Among the entries, which lines carry the string "reading"? Copy every one.

=== DATA IN THIS EXERCISE ===

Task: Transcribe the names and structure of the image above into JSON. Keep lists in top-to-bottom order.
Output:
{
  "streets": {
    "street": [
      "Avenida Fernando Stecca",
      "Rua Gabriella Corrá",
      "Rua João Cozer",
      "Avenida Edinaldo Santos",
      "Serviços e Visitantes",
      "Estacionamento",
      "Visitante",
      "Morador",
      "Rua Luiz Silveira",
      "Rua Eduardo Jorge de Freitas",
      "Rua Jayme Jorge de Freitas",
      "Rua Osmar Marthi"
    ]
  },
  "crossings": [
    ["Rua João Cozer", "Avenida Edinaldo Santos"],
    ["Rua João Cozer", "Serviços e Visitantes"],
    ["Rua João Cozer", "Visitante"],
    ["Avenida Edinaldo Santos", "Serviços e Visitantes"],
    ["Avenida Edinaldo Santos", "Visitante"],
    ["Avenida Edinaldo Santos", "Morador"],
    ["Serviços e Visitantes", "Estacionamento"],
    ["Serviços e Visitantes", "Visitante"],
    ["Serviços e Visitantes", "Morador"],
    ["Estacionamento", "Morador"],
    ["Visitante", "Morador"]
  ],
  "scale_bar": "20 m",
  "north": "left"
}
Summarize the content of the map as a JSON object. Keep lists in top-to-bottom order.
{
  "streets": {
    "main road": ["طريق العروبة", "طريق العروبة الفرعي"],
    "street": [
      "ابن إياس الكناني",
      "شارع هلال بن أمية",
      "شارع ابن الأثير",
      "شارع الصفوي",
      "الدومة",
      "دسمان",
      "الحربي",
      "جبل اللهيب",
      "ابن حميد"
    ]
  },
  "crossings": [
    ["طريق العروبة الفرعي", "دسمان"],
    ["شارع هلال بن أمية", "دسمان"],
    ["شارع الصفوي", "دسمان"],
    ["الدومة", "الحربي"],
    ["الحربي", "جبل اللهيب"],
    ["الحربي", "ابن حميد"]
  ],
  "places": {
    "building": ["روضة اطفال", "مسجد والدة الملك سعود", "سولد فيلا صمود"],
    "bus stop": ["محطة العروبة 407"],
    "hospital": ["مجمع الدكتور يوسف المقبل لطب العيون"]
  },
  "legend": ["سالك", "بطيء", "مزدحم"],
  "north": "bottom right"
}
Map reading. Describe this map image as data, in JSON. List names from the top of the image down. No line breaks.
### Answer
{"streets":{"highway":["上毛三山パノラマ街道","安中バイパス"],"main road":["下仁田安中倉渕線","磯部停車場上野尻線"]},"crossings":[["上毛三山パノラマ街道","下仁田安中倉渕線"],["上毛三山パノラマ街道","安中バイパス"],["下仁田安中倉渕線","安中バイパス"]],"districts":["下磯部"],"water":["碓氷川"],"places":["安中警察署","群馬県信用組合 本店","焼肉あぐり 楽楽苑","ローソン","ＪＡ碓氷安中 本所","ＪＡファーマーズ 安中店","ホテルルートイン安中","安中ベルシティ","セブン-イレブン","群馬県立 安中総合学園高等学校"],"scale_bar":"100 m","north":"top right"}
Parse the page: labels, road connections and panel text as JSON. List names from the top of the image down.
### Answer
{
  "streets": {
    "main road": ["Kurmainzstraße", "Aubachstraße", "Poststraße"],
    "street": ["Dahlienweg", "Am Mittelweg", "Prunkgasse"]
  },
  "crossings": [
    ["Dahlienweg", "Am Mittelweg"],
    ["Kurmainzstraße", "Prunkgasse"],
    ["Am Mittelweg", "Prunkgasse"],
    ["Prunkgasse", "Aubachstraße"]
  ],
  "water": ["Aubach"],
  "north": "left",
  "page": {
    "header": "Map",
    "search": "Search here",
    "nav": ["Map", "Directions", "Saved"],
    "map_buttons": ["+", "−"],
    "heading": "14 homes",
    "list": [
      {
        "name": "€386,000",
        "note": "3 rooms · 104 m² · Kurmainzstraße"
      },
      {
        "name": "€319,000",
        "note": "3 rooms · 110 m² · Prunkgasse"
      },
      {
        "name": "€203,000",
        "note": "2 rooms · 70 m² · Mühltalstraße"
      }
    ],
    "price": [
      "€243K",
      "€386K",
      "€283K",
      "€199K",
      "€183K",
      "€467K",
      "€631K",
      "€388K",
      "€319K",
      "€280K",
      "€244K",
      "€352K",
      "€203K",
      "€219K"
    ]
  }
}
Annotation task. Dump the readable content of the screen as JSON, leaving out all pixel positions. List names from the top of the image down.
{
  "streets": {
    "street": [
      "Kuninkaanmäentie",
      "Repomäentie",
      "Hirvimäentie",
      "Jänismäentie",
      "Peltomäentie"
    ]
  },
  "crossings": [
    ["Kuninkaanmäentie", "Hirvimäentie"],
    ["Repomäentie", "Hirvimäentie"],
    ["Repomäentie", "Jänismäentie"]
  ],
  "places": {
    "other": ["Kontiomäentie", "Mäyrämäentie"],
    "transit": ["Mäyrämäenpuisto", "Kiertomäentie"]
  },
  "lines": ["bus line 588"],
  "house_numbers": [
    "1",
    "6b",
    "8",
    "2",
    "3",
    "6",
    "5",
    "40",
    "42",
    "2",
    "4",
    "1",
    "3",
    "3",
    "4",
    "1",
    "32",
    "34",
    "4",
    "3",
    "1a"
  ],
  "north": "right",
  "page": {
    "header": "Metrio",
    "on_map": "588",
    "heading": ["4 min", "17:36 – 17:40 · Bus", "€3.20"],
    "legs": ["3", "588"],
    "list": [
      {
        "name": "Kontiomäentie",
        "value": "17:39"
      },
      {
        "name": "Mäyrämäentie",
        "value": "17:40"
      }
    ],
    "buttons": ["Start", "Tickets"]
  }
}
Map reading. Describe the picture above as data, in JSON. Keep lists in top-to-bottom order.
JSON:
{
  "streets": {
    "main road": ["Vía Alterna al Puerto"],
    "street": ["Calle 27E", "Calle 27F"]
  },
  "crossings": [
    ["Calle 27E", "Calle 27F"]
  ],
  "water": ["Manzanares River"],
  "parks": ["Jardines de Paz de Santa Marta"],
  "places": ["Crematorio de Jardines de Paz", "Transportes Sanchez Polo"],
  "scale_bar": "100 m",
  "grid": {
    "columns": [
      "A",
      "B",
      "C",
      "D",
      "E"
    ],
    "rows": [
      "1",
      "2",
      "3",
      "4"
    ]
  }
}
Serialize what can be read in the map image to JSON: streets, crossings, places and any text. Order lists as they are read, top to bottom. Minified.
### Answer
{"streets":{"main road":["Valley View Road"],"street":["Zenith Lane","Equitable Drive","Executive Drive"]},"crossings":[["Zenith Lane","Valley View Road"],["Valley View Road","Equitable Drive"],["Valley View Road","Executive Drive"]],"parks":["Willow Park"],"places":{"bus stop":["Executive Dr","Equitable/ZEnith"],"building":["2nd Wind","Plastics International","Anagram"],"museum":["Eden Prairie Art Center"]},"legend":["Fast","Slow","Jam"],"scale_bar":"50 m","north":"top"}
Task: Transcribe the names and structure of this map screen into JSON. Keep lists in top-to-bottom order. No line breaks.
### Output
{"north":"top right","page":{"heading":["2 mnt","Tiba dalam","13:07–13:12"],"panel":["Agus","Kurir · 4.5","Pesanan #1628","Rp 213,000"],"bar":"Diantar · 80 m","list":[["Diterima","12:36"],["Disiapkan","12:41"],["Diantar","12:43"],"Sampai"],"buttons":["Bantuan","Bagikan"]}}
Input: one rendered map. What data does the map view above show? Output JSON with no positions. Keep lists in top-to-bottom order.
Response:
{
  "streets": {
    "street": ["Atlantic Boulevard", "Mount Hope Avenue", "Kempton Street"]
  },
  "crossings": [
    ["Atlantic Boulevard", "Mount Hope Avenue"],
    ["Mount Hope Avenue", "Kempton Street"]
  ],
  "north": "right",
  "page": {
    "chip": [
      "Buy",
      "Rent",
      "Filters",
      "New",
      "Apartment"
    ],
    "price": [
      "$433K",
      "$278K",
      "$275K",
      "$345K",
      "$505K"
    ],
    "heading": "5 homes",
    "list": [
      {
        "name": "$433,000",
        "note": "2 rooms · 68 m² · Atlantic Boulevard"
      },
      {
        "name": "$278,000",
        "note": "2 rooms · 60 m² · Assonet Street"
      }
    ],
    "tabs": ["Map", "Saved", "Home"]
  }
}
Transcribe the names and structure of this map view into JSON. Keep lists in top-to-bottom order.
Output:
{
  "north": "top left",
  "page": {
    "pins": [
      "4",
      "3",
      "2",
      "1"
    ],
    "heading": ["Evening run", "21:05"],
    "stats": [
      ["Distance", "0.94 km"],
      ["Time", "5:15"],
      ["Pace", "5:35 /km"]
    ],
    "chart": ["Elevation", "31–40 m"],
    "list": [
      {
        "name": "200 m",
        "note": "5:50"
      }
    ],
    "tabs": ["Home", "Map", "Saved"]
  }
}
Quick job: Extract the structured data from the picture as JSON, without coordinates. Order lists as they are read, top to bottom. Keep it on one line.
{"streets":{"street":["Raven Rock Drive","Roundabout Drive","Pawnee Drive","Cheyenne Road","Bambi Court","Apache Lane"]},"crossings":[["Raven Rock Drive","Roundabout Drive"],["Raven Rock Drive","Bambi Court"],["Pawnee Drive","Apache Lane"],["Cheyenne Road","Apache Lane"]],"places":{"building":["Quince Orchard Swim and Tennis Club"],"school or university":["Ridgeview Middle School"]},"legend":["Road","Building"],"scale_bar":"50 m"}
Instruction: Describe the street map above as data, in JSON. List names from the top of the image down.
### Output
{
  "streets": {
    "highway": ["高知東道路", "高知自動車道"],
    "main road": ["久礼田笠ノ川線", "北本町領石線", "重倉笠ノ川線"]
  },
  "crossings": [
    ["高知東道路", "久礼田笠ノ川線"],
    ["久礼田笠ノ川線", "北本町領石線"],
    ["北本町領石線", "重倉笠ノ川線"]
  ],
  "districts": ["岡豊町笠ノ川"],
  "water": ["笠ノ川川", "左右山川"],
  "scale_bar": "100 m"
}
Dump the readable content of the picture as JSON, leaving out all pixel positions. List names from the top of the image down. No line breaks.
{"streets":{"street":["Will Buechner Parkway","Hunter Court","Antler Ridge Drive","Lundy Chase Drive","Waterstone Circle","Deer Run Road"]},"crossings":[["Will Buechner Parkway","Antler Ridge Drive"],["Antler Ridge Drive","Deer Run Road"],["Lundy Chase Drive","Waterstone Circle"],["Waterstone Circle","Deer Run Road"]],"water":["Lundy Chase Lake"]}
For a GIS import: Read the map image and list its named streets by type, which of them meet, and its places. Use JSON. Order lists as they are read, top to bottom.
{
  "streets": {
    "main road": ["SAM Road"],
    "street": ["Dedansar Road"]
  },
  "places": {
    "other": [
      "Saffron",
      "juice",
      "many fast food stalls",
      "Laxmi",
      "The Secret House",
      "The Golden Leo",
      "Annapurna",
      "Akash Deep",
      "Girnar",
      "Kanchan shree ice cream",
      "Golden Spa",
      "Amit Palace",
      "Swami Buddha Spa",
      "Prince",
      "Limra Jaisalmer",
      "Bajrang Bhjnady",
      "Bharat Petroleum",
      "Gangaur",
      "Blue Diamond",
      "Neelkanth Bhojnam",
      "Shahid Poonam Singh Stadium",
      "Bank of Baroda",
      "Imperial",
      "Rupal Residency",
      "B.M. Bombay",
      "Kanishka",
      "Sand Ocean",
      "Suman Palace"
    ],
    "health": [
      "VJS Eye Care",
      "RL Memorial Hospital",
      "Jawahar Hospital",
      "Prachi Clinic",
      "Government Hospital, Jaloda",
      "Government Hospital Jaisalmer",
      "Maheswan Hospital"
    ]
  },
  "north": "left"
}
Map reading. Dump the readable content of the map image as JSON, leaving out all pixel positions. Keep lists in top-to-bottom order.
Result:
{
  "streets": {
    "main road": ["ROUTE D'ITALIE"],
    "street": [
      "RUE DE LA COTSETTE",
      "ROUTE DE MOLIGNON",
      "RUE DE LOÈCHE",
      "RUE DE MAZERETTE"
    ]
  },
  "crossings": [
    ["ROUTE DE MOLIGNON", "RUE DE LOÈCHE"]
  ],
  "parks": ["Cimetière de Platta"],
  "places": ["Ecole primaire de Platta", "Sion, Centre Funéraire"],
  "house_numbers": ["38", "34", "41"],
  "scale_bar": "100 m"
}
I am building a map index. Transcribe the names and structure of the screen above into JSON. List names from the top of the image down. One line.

===

## [RESPONSE BELOW]
Map reading. Describe this map image as data, in JSON. List names from the top of the image down. No line breaks.
Map reading. Describe the picture above as data, in JSON. Keep lists in top-to-bottom order.
Map reading. Dump the readable content of the map image as JSON, leaving out all pixel positions. Keep lists in top-to-bottom order.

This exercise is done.